When I dated, I was very self-conscious of being seen in a swimsuit as I didn’t have the Barbie Doll figure and suntan. I had porcelain white skin with freckles and horrible scar on my leg from a childhood accident. Thank goodness those days are over. New stars of today like Julianne Moore have successfully broken that mold of thinking.
My husband, being 3 years younger than me, made it easier for us to get to know each other on a real level. However, I still didn’t feel comfortable being seen in shorts or shorter skirts that showed my lower legs. When I finally got brave enough to allow him to see me in a swimsuit and the scar on my leg, he didn’t flinch at all. In fact, I was able to joke about it.
In the movie, Shallow Hal, the guy is hypnotized into seeing every girl he meets as a supermodel. He meets the girl of his dreams, who is actually 300+ pounds, but he sees her as a gorgeous thin blonde. When the hypnosis wears off, the reality of what she actually looks like hits him in the face. Hal decides to get hypnotized again in order to accept the love of his life, but then quickly gives up on that idea once he realizes she’s worth loving no matter what she looks like. He loves her for the person she is inside and accepts the person she is on the outside as well.

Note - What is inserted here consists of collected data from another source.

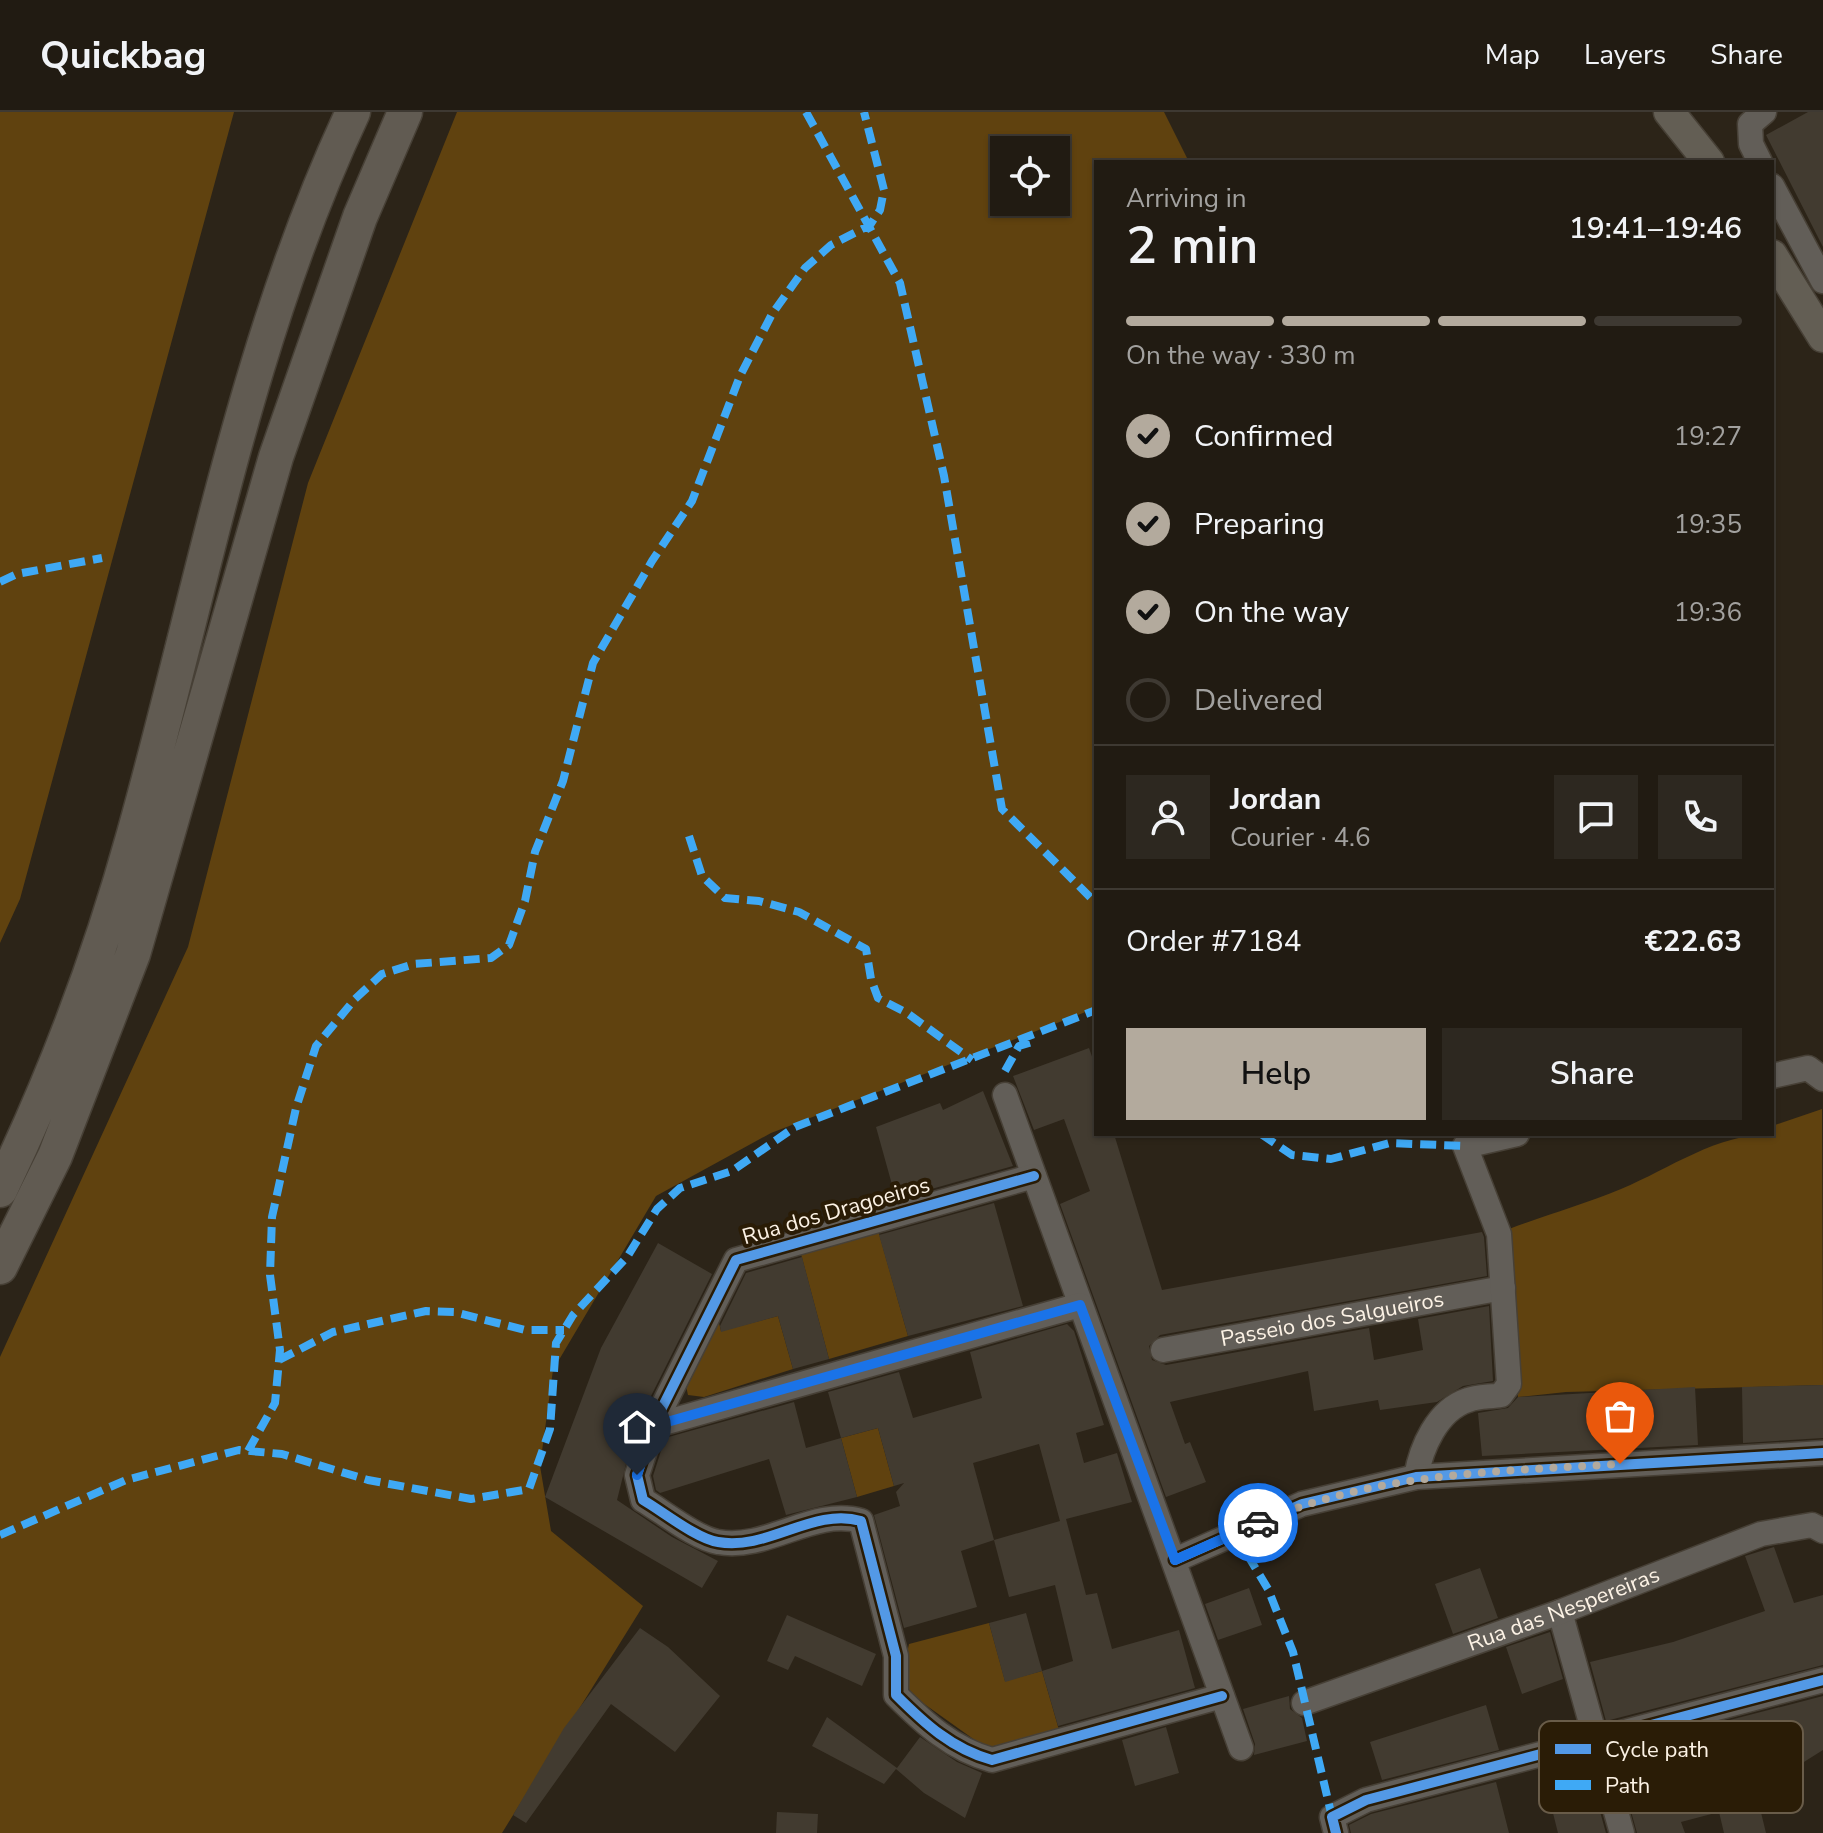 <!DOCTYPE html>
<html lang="en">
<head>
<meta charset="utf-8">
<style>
  :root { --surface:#211b12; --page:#2d2820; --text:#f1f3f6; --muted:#a2a19f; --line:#3e3932; --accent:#b3aa9d }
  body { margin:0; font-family:"Nunito Sans",sans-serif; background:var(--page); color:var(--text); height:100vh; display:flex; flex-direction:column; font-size:30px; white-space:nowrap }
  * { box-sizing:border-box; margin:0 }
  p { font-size:26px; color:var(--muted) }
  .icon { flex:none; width:44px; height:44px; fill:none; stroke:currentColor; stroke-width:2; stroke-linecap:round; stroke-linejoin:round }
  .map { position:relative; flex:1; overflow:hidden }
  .sheet { position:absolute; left:1094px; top:48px; width:680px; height:976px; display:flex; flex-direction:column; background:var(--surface); border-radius:0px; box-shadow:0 2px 6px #0004,0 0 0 2px var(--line) }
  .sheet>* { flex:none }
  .tools { position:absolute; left:990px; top:24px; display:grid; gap:16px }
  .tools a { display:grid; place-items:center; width:80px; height:80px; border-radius:0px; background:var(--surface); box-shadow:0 2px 6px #0004,0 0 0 2px var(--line); font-size:40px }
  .pin { position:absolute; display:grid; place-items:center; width:68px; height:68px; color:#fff; margin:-82px -34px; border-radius:50% 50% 50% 0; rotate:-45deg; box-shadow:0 0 8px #0007 }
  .pin .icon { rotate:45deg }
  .courier { position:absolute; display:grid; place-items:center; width:80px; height:80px; margin:-40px; border:6px solid #1a73e8; border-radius:50%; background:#fff; color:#222; box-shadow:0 2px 10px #0007 }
  .overview em { font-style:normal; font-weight:600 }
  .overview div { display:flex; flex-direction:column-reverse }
  .overview { display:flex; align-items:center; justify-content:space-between; height:136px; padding:0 32px }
  h1 { font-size:52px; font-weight:600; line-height:60px }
  .bar { display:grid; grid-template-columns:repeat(4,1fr); gap:12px 8px; align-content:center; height:96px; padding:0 32px }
  .bar i { height:10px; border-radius:6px; background:var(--line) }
  .bar .current { background:var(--accent) }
  .bar p { grid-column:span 4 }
  .line { display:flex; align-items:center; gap:20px; padding:0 32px; border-top:2px solid var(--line) }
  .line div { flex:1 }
  .round { display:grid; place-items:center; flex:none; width:84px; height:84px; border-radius:0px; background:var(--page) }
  ol { padding:0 32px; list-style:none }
  li { display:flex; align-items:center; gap:24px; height:88px }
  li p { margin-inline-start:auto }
  li .icon { padding:8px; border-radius:50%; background:var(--accent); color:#111; stroke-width:4 }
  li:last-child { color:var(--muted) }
  li i { width:44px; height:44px; border:4px solid var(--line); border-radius:50% }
  .button { display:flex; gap:16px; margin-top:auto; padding:16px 32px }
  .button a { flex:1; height:92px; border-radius:0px; background:var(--accent); color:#111; font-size:32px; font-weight:600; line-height:92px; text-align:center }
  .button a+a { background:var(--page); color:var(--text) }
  header { display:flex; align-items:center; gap:48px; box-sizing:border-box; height:112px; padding:0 40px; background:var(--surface); border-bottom:2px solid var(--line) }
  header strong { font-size:38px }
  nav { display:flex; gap:44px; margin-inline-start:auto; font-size:28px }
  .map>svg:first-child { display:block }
  .green { fill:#60420f; fill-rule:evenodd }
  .building { fill:#423b30; fill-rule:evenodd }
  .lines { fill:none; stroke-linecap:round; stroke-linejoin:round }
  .minor-casing { stroke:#474036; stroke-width:27 }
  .major-casing { stroke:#474036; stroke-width:33 }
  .highway-casing { stroke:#474036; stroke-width:37 }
  .minor { stroke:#625e58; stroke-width:24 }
  .major { stroke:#635e54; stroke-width:30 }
  .highway { stroke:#615b52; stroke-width:34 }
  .quiet { stroke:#3fa9f5; stroke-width:8; stroke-dasharray:16 8; stroke-linecap:butt }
  .cycleway-casing { stroke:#2a1c06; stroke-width:15 }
  .cycleway { stroke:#5399e6; stroke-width:10 }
  .done { stroke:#b3aa9d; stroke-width:8; stroke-dasharray:0 14.4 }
  .route { stroke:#1a73e8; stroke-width:10 }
  .labels { text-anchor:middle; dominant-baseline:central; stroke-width:8; stroke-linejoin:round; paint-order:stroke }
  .street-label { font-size:22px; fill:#fcf2e5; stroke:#2a1c06 }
  .key { fill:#2a1c06; stroke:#695c49; stroke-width:2 }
  .key-label { font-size:22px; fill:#fcf2e5 }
</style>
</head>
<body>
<header>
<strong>Quickbag</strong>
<nav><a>Map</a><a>Layers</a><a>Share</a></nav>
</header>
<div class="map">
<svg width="1823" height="1721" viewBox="0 0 1823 1721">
  <rect width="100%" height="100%" fill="#2c2418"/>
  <path class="green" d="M0,0H234L20,787L0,831Z
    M457,0H1164L1189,50H1096V896L771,1021L656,1084L553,1258L540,1354L551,1419L643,1494L502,1721H0V1245L188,835L308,371ZM1004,38H1056V90H1004Z
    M1822,997L1823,1273L1566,1280L1518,1285L1509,1117C1546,1103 1585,1092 1621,1077C1671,1056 1716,1022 1772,1022V1014Z
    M878,1118L908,1224L829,1247L801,1142Z
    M717,1203L721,1219L778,1204L793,1257L704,1285L688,1283L686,1274Z
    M878,1316L894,1374L857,1385L841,1326Z
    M989,1511L1005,1569L1042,1559L1059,1618L986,1636L906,1579L902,1564L909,1532Z"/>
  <path class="building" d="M1808,0H1823V135L1766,23Z
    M1089,936L1096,956V1022H1114L1162,1178L1482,1120L1484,1125L1487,1164L1160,1223L1149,1234L1152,1248L1166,1253L1369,1216L1374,1248L1423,1238L1418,1207L1489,1194L1493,1269L1463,1274L1437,1290L1380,1298L1378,1288L1314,1299L1308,1259L1170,1290L1185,1332L1190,1330L1206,1370L1166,1385L1060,1092L1090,1079L1064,1007L1034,1018L1013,964Z
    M983,979L1013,1054L896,1087L876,1015L940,991L943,998Z
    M994,1091L1023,1194L908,1224L879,1123Z
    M658,1131L712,1162L635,1316L617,1388L672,1425L718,1449L702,1476L545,1385L601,1236Z
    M802,1145L829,1247L793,1257L778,1204L721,1220L720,1214L746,1161Z
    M1067,1212L1074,1219L1104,1313L1076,1321L1084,1351L1117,1341L1132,1390L1066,1407L1086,1483L1097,1481L1112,1537L1179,1518L1195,1576L1058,1614L1042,1559L1073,1549L1055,1473L1009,1485L994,1428L961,1439L977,1495L904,1516L874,1403L900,1394L896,1380L904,1371L894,1374L878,1316L841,1326L828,1280L899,1260L913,1306L982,1286L970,1240ZM1039,1332L1060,1409L994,1428L973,1351Z
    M1823,1273V1326L1743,1331L1742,1275Z
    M1695,1275L1698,1333L1482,1344L1478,1301L1508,1296L1518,1285Z
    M794,1290L806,1336L841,1326L857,1385L786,1403L769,1347L660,1381L656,1378L653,1364L665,1326Z
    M1774,1435L1794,1491L1823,1483V1553L1606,1609L1590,1550L1673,1530L1765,1499L1745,1444Z
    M1480,1456L1498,1506L1453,1522L1435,1472Z
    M1249,1476L1262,1513L1218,1528L1205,1492Z
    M1026,1501L1042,1559L1005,1570L989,1511Z
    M787,1503L876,1542L862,1574L795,1544L788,1558L767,1549Z
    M640,1516L668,1535L720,1584L675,1640L611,1592L526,1711L513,1703L564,1616Z
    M1550,1520L1563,1567L1522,1582L1506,1535Z
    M1289,1584L1290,1597L1302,1606L1307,1629L1254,1643L1255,1632L1243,1597Z
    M1823,1584V1638L1756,1680L1766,1721H1724L1719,1700L1681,1710L1685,1721H1637L1614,1638Z
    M1486,1593L1499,1638L1382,1668L1370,1630Z
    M827,1605L897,1656L920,1625L957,1650L982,1661L965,1706L924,1681L896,1657L884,1672L812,1634Z
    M1166,1615L1179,1661L1135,1674L1122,1628Z
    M1585,1646L1606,1721H1558L1542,1657Z
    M1496,1670L1509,1721H1351L1349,1713L1371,1702Z
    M777,1700L818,1702L817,1721H776Z"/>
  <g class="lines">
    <g class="minor-casing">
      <g id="minor">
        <path d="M1760,50L1751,32L1750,12L1764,0"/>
        <path d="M1772,74L1823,169"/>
        <path d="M1772,964L1808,956L1823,967"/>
        <path d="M1005,983L1241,1636"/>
        <path d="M1034,1064L736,1148L653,1314L637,1363L643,1388C662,1399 697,1427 718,1430C768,1439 813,1395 861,1409L896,1544V1583C924,1611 952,1637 992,1648L1222,1584"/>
        <path id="s1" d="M1163,1238L1503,1176"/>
        <path d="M653,1314L1080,1193"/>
        <path d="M1416,1365C1421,1336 1437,1298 1468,1288C1478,1284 1490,1285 1501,1283L1509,1272L1499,1122L1465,1034L1517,1022"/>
        <path d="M1175,1448L1302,1392L1416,1365L1823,1341"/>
        <path d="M1560,1500L1622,1721"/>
        <path id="s2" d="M1304,1591L1560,1500L1761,1422L1812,1413L1823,1419"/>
        <path d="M1336,1721L1332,1705L1366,1688L1823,1568"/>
      </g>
    </g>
    <g class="major-casing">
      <path id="major" d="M1669,0L1709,50
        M1772,143L1823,225"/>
    </g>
    <g class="highway-casing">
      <path id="highway" d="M0,1078C55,964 100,845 134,722C202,479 245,230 353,0
        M0,1155L55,1044L133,842L276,345L360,105L405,0"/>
    </g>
    <use href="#minor" class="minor"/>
    <use href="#major" class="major"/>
    <use href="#highway" class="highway"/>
    <path class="quiet" d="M806,0L900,171L944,364L1002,697L1096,791
      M0,470L17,462L102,446
      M689,724L702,764L725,786L759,789L799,800L866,837L871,867L878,886L907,901L972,948
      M1005,959L1019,934L1032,930
      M1261,1022L1292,1043L1331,1047L1390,1031L1465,1034
      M279,1248L333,1220L426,1199L454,1200L525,1218H564
      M248,1339L275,1291L280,1238L270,1163L272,1105L296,996L316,934L355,887L382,862L414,852L491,846L509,833L525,789L535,740L563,669L593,551L652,449L692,389L740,264L772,202L805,156L831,133L870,113L880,98L884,78L864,0
      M1235,1422L1268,1477L1293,1540L1332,1705
      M0,1423L126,1368L239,1338L282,1342L368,1368L471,1387L529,1377L550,1317L556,1231L573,1203L627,1145L657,1097L680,1076L732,1059L795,1015L1096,898"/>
    <g class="cycleway-casing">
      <path id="cycleway" d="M1034,1064L736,1148L653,1314L637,1363L643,1388C662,1399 697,1427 718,1430C768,1439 813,1395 861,1409L896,1544V1583C924,1611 952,1637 992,1648L1222,1584
        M1175,1448L1302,1392L1416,1365L1823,1341
        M1336,1721L1332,1705L1366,1688L1823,1568"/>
    </g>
    <use href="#cycleway" class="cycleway"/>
  </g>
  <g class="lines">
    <path class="done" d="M1258,1411C1376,1360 1495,1360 1620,1352"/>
    <path class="route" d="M637,1363L653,1314L1080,1193L1175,1448L1258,1411"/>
  </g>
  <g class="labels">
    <g class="street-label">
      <text transform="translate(836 1099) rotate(-16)">Rua dos Dragoeiros</text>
      <text stroke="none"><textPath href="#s1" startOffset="172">Passeio dos Salgueiros</textPath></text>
      <text stroke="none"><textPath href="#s2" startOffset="276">Rua das Nespereiras</textPath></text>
    </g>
  </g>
  <rect x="1539" y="1609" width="264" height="92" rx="12" class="key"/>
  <rect x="1555" y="1632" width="36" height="10" fill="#5399e6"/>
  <rect x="1555" y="1668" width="36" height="10" fill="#3fa9f5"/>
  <g class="key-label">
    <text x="1605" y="1645">Cycle path</text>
    <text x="1605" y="1681">Path</text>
  </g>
</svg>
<div class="tools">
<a><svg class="icon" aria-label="locate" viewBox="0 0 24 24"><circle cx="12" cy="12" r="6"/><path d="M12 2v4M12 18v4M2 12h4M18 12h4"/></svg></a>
</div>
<div class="pin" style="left:1620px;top:1352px;background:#ea580c"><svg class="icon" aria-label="bag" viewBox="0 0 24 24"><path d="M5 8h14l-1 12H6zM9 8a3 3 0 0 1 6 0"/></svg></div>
<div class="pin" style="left:637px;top:1363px;background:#1f2937"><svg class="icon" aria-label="home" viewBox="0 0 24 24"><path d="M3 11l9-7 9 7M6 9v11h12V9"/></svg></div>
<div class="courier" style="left:1258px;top:1411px"><svg class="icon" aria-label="car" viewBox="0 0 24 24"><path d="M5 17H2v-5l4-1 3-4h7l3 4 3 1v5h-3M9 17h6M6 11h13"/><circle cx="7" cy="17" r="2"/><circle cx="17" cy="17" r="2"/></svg></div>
<section class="sheet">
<div class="overview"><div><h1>2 min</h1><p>Arriving in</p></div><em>19:41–19:46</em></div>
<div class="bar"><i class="current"></i><i class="current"></i><i class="current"></i><i></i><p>On the way · 330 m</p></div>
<ol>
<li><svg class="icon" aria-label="check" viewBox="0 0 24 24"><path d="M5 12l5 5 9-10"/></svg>Confirmed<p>19:27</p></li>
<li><svg class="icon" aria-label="check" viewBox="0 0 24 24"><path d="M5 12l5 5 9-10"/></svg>Preparing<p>19:35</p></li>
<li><svg class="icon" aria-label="check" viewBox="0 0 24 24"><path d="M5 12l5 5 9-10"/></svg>On the way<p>19:36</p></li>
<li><i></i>Delivered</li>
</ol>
<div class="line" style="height:144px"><a class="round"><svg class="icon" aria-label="person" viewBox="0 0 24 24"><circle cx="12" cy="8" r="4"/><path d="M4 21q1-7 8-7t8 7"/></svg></a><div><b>Jordan</b><p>Courier · 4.6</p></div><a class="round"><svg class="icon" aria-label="chat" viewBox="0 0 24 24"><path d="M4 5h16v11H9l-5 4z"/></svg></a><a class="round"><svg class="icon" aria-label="phone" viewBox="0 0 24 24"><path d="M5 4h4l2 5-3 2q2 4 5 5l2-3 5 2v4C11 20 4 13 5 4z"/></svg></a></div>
<div class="line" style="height:104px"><div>Order #7184</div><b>€22.63</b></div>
<div class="button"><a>Help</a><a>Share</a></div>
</section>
</div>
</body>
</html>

If you are dating someone at the moment, ask yourself if he can accept you as you really are. Do you feel you need to be something more than what you can be when you are around him? Are you always comparing yourself to other women he has dated before you? Are you afraid of loosing him? This is not how God intended for you to live. The Bible says, “Love is patient, love is kind and love does not demand its own way.” (1 Corinthians 13:1-14) Does the guy you are dating or perhaps engaged to love you this way?